Give back only the lines in the records below from the one with "return path;" to the one with "function drawText(font, color, halo, rows, align", both inclusive, word for word.

(Data items)
*****

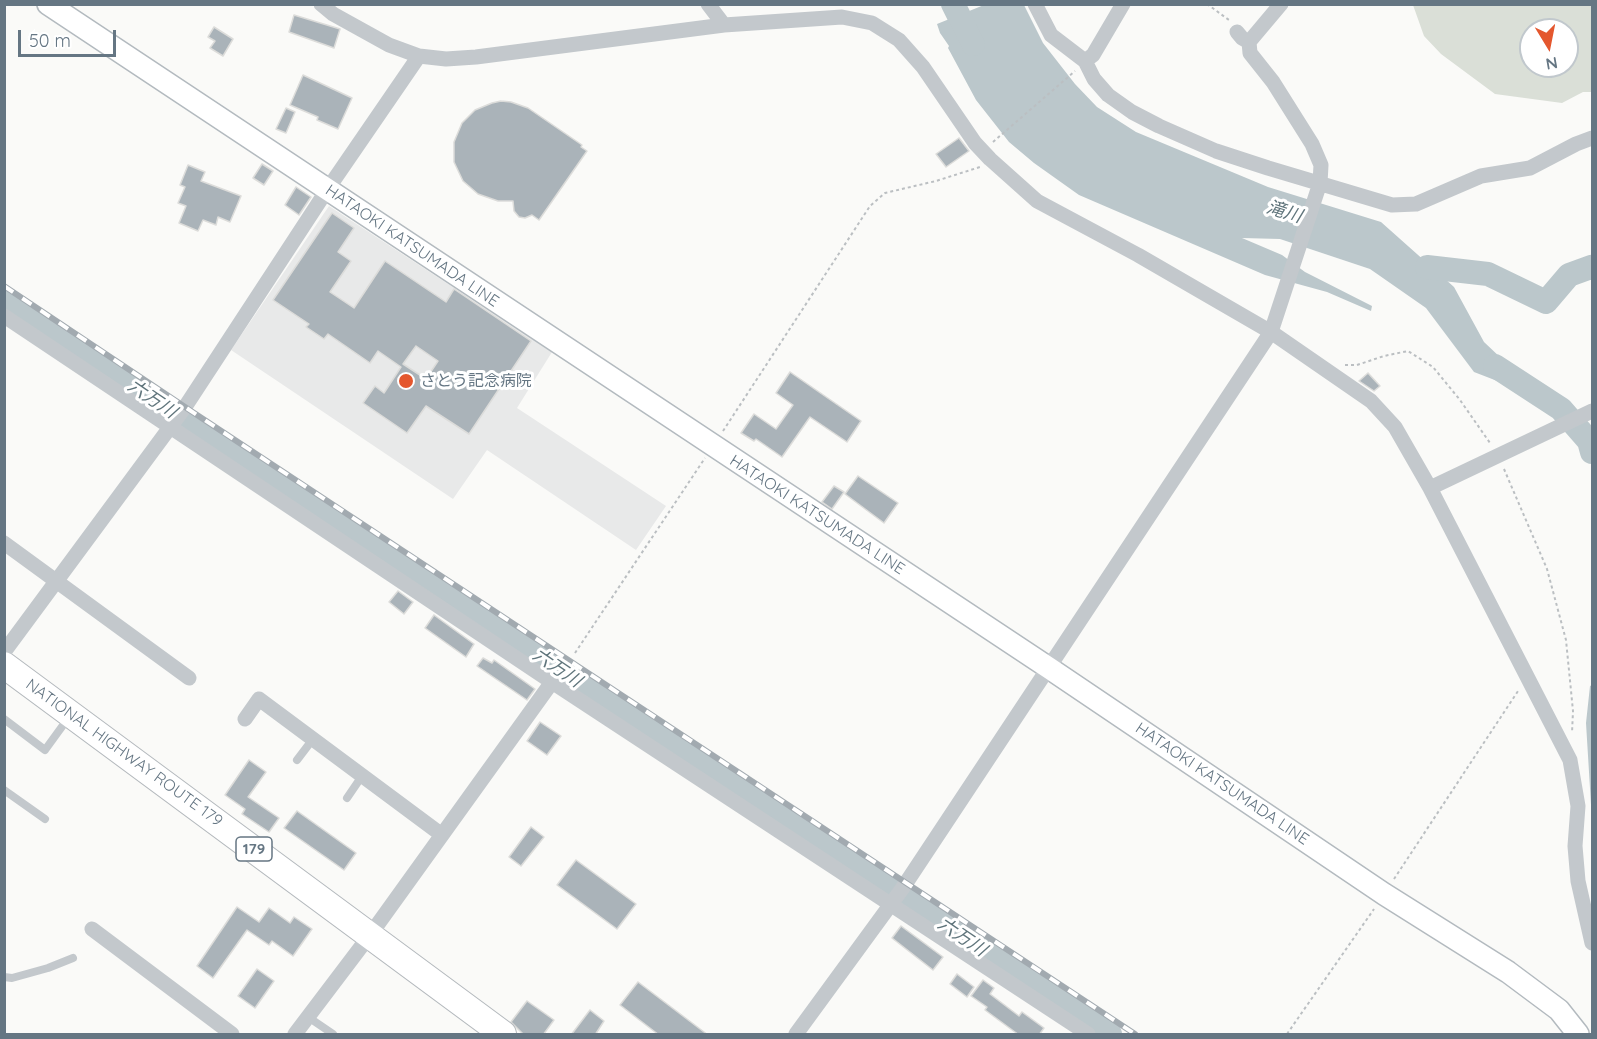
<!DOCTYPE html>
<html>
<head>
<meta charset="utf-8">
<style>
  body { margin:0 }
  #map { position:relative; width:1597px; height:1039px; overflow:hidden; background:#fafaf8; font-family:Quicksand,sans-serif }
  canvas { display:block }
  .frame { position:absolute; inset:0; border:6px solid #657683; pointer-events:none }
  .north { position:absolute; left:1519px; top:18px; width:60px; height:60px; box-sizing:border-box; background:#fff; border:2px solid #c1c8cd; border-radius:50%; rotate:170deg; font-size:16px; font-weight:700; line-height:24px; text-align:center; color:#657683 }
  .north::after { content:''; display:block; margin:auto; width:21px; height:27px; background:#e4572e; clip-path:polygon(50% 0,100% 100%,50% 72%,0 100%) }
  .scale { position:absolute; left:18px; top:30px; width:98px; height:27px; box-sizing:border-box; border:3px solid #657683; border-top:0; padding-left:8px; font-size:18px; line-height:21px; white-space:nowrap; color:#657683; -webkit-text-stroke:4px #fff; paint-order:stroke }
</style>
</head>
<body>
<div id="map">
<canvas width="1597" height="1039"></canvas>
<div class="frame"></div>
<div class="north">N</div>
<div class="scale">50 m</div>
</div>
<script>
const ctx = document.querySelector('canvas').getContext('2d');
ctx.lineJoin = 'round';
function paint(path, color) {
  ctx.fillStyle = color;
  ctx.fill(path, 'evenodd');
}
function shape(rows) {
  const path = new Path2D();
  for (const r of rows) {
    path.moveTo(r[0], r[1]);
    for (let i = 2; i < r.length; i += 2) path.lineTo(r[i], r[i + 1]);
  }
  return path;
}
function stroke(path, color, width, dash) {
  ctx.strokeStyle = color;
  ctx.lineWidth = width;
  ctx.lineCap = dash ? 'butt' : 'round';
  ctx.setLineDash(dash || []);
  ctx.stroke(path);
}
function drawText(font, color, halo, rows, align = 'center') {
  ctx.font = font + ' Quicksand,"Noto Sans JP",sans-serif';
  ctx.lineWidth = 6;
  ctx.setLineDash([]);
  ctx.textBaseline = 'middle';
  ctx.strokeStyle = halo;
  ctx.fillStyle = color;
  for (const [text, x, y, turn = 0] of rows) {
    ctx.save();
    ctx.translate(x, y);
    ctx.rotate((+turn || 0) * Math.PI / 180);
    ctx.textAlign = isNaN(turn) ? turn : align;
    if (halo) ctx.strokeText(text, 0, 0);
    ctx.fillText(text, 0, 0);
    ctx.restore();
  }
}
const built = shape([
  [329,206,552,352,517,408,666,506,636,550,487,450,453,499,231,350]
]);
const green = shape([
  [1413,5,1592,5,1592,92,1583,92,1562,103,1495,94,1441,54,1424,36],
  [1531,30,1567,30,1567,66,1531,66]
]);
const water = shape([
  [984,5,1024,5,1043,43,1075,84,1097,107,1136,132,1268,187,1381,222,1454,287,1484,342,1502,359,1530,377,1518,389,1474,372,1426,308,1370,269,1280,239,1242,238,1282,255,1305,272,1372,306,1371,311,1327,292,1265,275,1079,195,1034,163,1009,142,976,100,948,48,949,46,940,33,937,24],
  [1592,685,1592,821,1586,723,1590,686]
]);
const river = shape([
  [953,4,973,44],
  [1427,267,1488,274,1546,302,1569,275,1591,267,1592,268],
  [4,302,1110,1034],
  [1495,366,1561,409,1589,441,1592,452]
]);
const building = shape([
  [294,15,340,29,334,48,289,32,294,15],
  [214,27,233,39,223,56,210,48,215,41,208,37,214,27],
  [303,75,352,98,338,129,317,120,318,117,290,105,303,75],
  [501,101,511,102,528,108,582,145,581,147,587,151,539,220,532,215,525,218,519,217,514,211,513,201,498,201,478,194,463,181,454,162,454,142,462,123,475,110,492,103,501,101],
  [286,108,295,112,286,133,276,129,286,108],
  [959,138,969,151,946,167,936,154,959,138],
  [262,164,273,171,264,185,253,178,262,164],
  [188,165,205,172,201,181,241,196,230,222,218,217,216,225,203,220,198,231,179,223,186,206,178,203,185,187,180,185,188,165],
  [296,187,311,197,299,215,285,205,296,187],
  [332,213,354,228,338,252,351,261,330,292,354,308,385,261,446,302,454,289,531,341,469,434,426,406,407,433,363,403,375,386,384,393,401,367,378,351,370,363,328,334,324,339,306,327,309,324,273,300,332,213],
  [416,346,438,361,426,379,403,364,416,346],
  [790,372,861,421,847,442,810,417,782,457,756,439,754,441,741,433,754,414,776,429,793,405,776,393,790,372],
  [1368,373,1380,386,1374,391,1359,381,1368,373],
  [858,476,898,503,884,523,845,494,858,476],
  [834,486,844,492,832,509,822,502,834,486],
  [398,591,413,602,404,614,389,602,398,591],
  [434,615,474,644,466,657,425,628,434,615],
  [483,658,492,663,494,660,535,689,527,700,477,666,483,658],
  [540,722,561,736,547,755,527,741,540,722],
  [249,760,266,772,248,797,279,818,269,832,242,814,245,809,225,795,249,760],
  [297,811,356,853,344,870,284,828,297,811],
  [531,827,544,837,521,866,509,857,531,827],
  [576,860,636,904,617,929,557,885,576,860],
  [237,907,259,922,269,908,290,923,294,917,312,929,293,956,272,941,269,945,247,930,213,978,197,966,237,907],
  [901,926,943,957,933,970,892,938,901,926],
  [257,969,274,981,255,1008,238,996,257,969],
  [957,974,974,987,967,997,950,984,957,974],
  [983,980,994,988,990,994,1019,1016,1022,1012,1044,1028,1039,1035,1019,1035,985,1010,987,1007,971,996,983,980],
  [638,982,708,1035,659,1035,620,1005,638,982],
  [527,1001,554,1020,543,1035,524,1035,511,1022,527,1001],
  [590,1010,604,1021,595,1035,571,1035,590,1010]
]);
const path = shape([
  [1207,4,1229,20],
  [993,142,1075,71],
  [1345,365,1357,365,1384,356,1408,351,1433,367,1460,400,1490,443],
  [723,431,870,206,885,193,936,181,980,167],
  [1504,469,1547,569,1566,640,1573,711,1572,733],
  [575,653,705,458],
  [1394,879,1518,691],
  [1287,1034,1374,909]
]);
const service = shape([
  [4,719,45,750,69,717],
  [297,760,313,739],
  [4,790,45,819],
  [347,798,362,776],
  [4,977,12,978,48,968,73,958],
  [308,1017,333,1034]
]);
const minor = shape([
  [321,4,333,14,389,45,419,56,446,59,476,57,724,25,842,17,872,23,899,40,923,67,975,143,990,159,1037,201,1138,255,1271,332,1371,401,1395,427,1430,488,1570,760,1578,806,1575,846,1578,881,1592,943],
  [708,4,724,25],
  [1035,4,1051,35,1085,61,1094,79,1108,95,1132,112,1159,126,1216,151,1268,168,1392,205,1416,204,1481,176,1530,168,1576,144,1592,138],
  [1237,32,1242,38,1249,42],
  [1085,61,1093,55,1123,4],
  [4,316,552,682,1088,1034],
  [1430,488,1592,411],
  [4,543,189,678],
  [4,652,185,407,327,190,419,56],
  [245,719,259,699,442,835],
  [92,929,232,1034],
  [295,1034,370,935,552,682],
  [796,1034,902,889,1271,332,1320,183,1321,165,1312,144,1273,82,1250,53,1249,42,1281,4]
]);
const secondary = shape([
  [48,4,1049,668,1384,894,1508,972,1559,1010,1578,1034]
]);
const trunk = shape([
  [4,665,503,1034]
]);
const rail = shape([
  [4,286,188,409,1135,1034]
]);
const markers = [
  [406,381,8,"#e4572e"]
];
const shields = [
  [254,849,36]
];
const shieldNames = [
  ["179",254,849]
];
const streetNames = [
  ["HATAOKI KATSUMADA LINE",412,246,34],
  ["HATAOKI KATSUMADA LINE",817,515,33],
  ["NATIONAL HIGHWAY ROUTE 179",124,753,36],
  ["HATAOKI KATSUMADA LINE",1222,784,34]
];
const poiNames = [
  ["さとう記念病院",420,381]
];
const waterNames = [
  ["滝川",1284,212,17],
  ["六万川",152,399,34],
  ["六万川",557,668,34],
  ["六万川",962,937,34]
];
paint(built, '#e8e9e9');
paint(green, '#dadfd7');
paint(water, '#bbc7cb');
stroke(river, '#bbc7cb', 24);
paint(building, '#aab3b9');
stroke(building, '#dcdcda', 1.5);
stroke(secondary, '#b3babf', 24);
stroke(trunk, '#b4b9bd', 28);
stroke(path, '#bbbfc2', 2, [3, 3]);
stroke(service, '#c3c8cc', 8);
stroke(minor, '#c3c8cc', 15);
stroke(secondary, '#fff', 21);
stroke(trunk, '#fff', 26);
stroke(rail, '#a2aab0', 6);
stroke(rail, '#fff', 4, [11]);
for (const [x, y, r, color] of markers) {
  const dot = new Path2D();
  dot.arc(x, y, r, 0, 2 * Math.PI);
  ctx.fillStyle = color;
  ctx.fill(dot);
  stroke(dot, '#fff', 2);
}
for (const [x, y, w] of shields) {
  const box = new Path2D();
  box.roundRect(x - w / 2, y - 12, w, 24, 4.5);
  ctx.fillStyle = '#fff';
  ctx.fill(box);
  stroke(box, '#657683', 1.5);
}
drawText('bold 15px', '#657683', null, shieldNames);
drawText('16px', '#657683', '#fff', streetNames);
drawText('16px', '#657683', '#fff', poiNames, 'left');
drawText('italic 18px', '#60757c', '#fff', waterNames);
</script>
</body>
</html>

*****

## Expected answer
  return path;
}
function stroke(path, color, width, dash) {
  ctx.strokeStyle = color;
  ctx.lineWidth = width;
  ctx.lineCap = dash ? 'butt' : 'round';
  ctx.setLineDash(dash || []);
  ctx.stroke(path);
}
function drawText(font, color, halo, rows, align = 'center') {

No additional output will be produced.